───── DATA IN THIS EXERCISE ─────

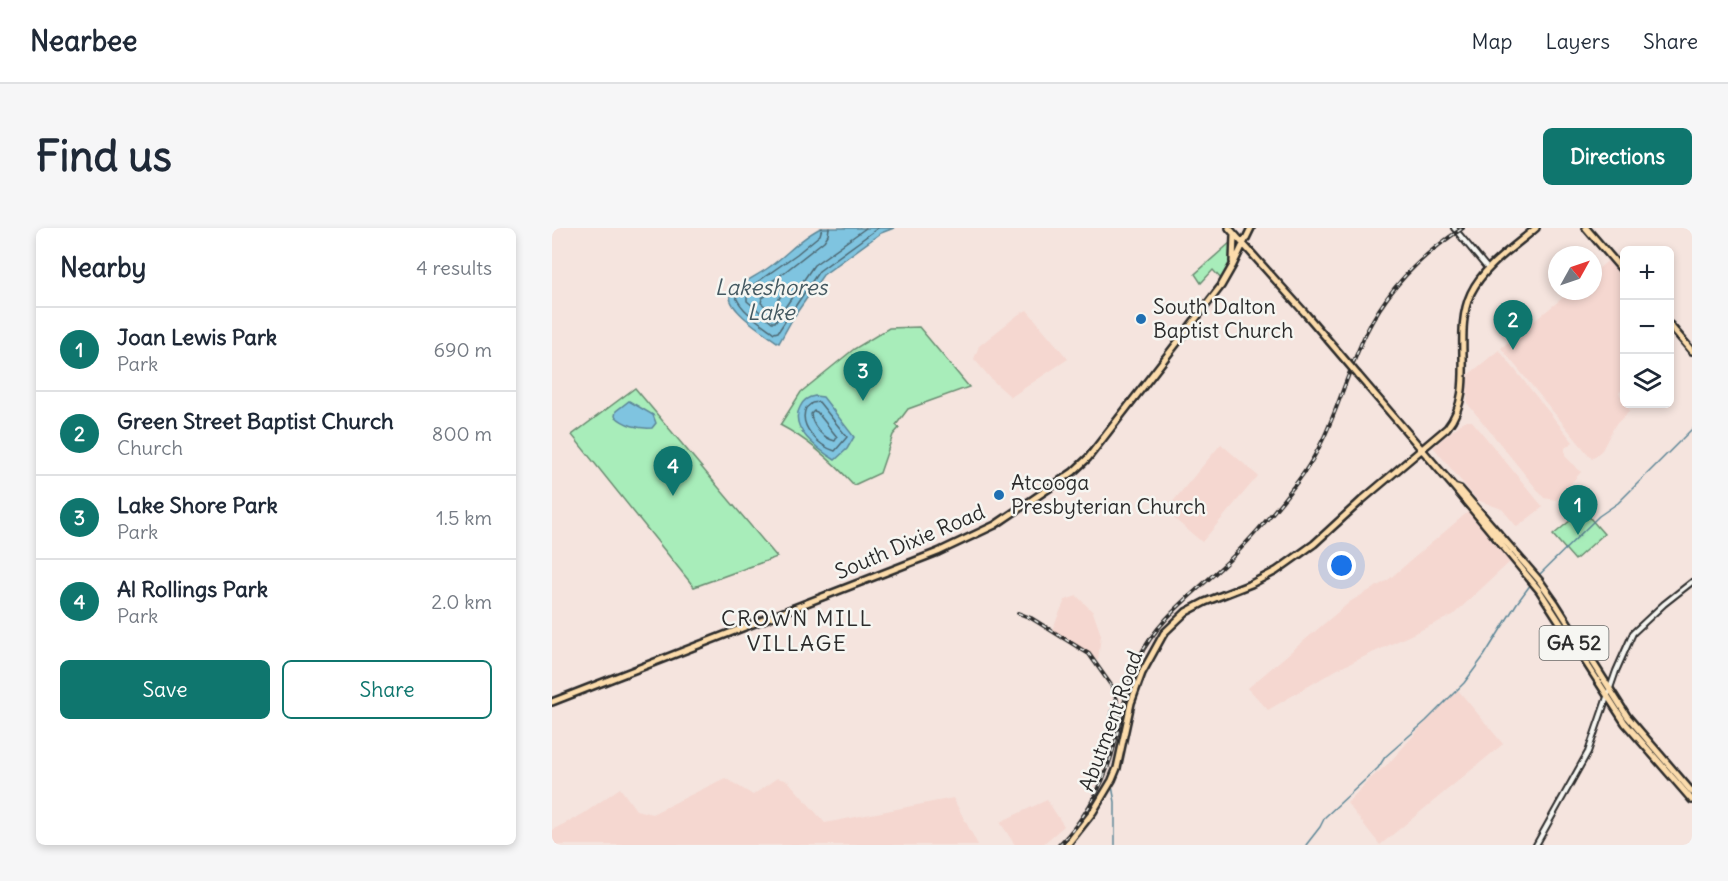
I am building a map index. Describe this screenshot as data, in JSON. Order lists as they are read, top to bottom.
{
  "streets": {
    "main road": ["South Dixie Road", "GA 52", "Abutment Road"]
  },
  "crossings": [
    ["South Dixie Road", "GA 52"],
    ["GA 52", "Abutment Road"]
  ],
  "districts": ["CROWN MILL VILLAGE"],
  "water": ["Lakeshores Lake"],
  "places": ["South Dalton Baptist Church", "Atcooga Presbyterian Church"],
  "north": "top right",
  "page": {
    "header": "Nearbee",
    "nav": ["Map", "Layers", "Share"],
    "buttons": [
      "Directions",
      ["Save", "Share"]
    ],
    "title": "Find us",
    "heading": ["Nearby", "4 results"],
    "map_buttons": ["+", "−"],
    "pins": [
      "2",
      "3",
      "4",
      "1"
    ],
    "list": [
      {
        "mark": "1",
        "name": "Joan Lewis Park",
        "note": "Park",
        "value": "690 m"
      },
      {
        "mark": "2",
        "name": "Green Street Baptist Church",
        "note": "Church",
        "value": "800 m"
      },
      {
        "mark": "3",
        "name": "Lake Shore Park",
        "note": "Park",
        "value": "1.5 km"
      },
      {
        "mark": "4",
        "name": "Al Rollings Park",
        "note": "Park",
        "value": "2.0 km"
      }
    ]
  }
}
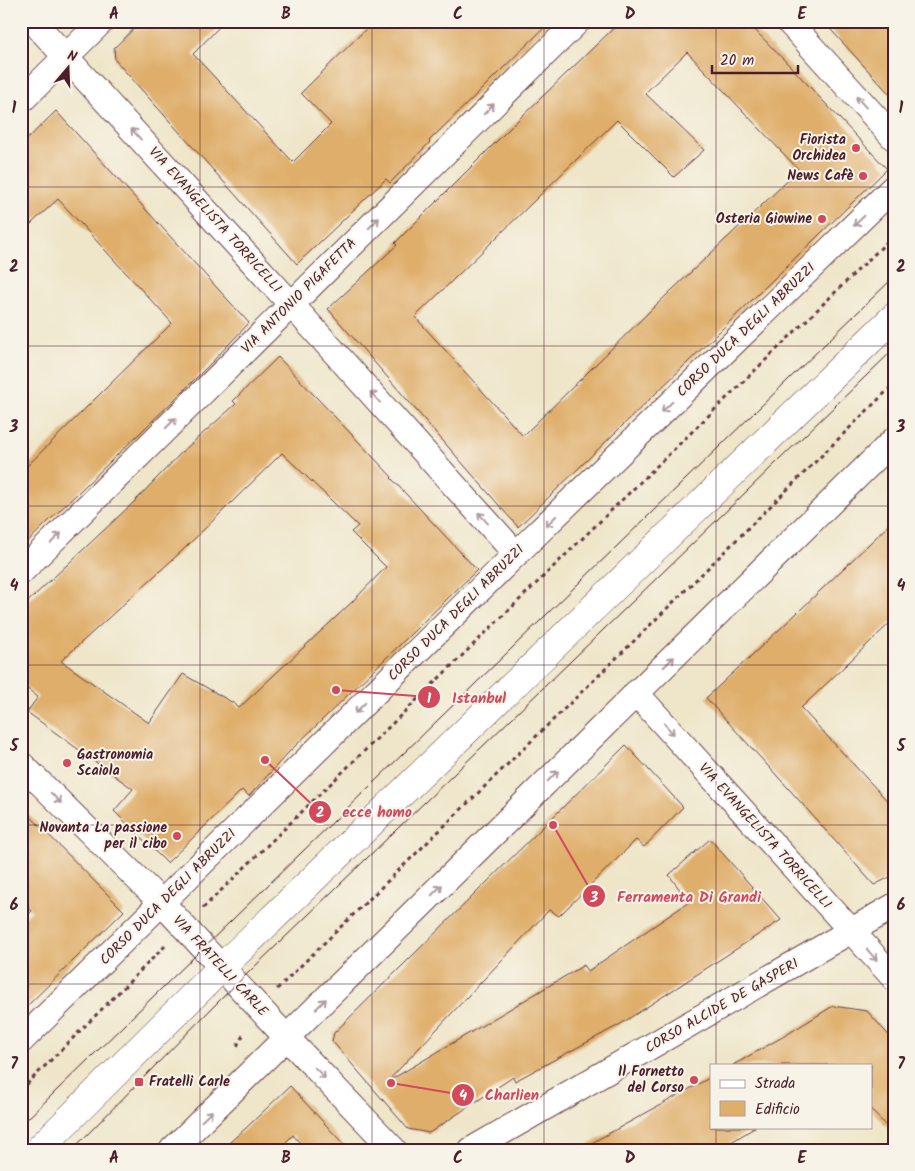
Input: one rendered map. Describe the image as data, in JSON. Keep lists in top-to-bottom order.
{
  "streets": {
    "street": [
      "VIA EVANGELISTA TORRICELLI",
      "VIA ANTONIO PIGAFETTA",
      "CORSO DUCA DEGLI ABRUZZI",
      "VIA FRATELLI CARLE",
      "CORSO ALCIDE DE GASPERI"
    ]
  },
  "crossings": [
    ["VIA EVANGELISTA TORRICELLI", "VIA ANTONIO PIGAFETTA"],
    ["VIA EVANGELISTA TORRICELLI", "CORSO DUCA DEGLI ABRUZZI"],
    ["VIA EVANGELISTA TORRICELLI", "CORSO ALCIDE DE GASPERI"],
    ["CORSO DUCA DEGLI ABRUZZI", "VIA FRATELLI CARLE"]
  ],
  "one_way": ["VIA ANTONIO PIGAFETTA", "VIA FRATELLI CARLE"],
  "places": {
    "other": [
      "Fiorista Orchidea",
      "News Cafè",
      "Osteria Giowine",
      "Istanbul",
      "ecce homo",
      "Gastronomia Scaiola",
      "Ferramenta Di Grandi",
      "Novanta La passione per il cibo",
      "Il Fornetto del Corso",
      "Charlien"
    ],
    "transit": ["Fratelli Carle"]
  },
  "legend": ["Strada", "Edificio"],
  "scale_bar": "20 m",
  "north": "top",
  "grid": {
    "columns": [
      "A",
      "B",
      "C",
      "D",
      "E"
    ],
    "rows": [
      "1",
      "2",
      "3",
      "4",
      "5",
      "6",
      "7"
    ]
  }
}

─────

PROMPT → Repeat every record above exactly, except the pictures.

EXERCISE SOLUTION →
I am building a map index. Describe this screenshot as data, in JSON. Order lists as they are read, top to bottom.
{
  "streets": {
    "main road": ["South Dixie Road", "GA 52", "Abutment Road"]
  },
  "crossings": [
    ["South Dixie Road", "GA 52"],
    ["GA 52", "Abutment Road"]
  ],
  "districts": ["CROWN MILL VILLAGE"],
  "water": ["Lakeshores Lake"],
  "places": ["South Dalton Baptist Church", "Atcooga Presbyterian Church"],
  "north": "top right",
  "page": {
    "header": "Nearbee",
    "nav": ["Map", "Layers", "Share"],
    "buttons": [
      "Directions",
      ["Save", "Share"]
    ],
    "title": "Find us",
    "heading": ["Nearby", "4 results"],
    "map_buttons": ["+", "−"],
    "pins": [
      "2",
      "3",
      "4",
      "1"
    ],
    "list": [
      {
        "mark": "1",
        "name": "Joan Lewis Park",
        "note": "Park",
        "value": "690 m"
      },
      {
        "mark": "2",
        "name": "Green Street Baptist Church",
        "note": "Church",
        "value": "800 m"
      },
      {
        "mark": "3",
        "name": "Lake Shore Park",
        "note": "Park",
        "value": "1.5 km"
      },
      {
        "mark": "4",
        "name": "Al Rollings Park",
        "note": "Park",
        "value": "2.0 km"
      }
    ]
  }
}
Input: one rendered map. Describe the image as data, in JSON. Keep lists in top-to-bottom order.
{
  "streets": {
    "street": [
      "VIA EVANGELISTA TORRICELLI",
      "VIA ANTONIO PIGAFETTA",
      "CORSO DUCA DEGLI ABRUZZI",
      "VIA FRATELLI CARLE",
      "CORSO ALCIDE DE GASPERI"
    ]
  },
  "crossings": [
    ["VIA EVANGELISTA TORRICELLI", "VIA ANTONIO PIGAFETTA"],
    ["VIA EVANGELISTA TORRICELLI", "CORSO DUCA DEGLI ABRUZZI"],
    ["VIA EVANGELISTA TORRICELLI", "CORSO ALCIDE DE GASPERI"],
    ["CORSO DUCA DEGLI ABRUZZI", "VIA FRATELLI CARLE"]
  ],
  "one_way": ["VIA ANTONIO PIGAFETTA", "VIA FRATELLI CARLE"],
  "places": {
    "other": [
      "Fiorista Orchidea",
      "News Cafè",
      "Osteria Giowine",
      "Istanbul",
      "ecce homo",
      "Gastronomia Scaiola",
      "Ferramenta Di Grandi",
      "Novanta La passione per il cibo",
      "Il Fornetto del Corso",
      "Charlien"
    ],
    "transit": ["Fratelli Carle"]
  },
  "legend": ["Strada", "Edificio"],
  "scale_bar": "20 m",
  "north": "top",
  "grid": {
    "columns": [
      "A",
      "B",
      "C",
      "D",
      "E"
    ],
    "rows": [
      "1",
      "2",
      "3",
      "4",
      "5",
      "6",
      "7"
    ]
  }
}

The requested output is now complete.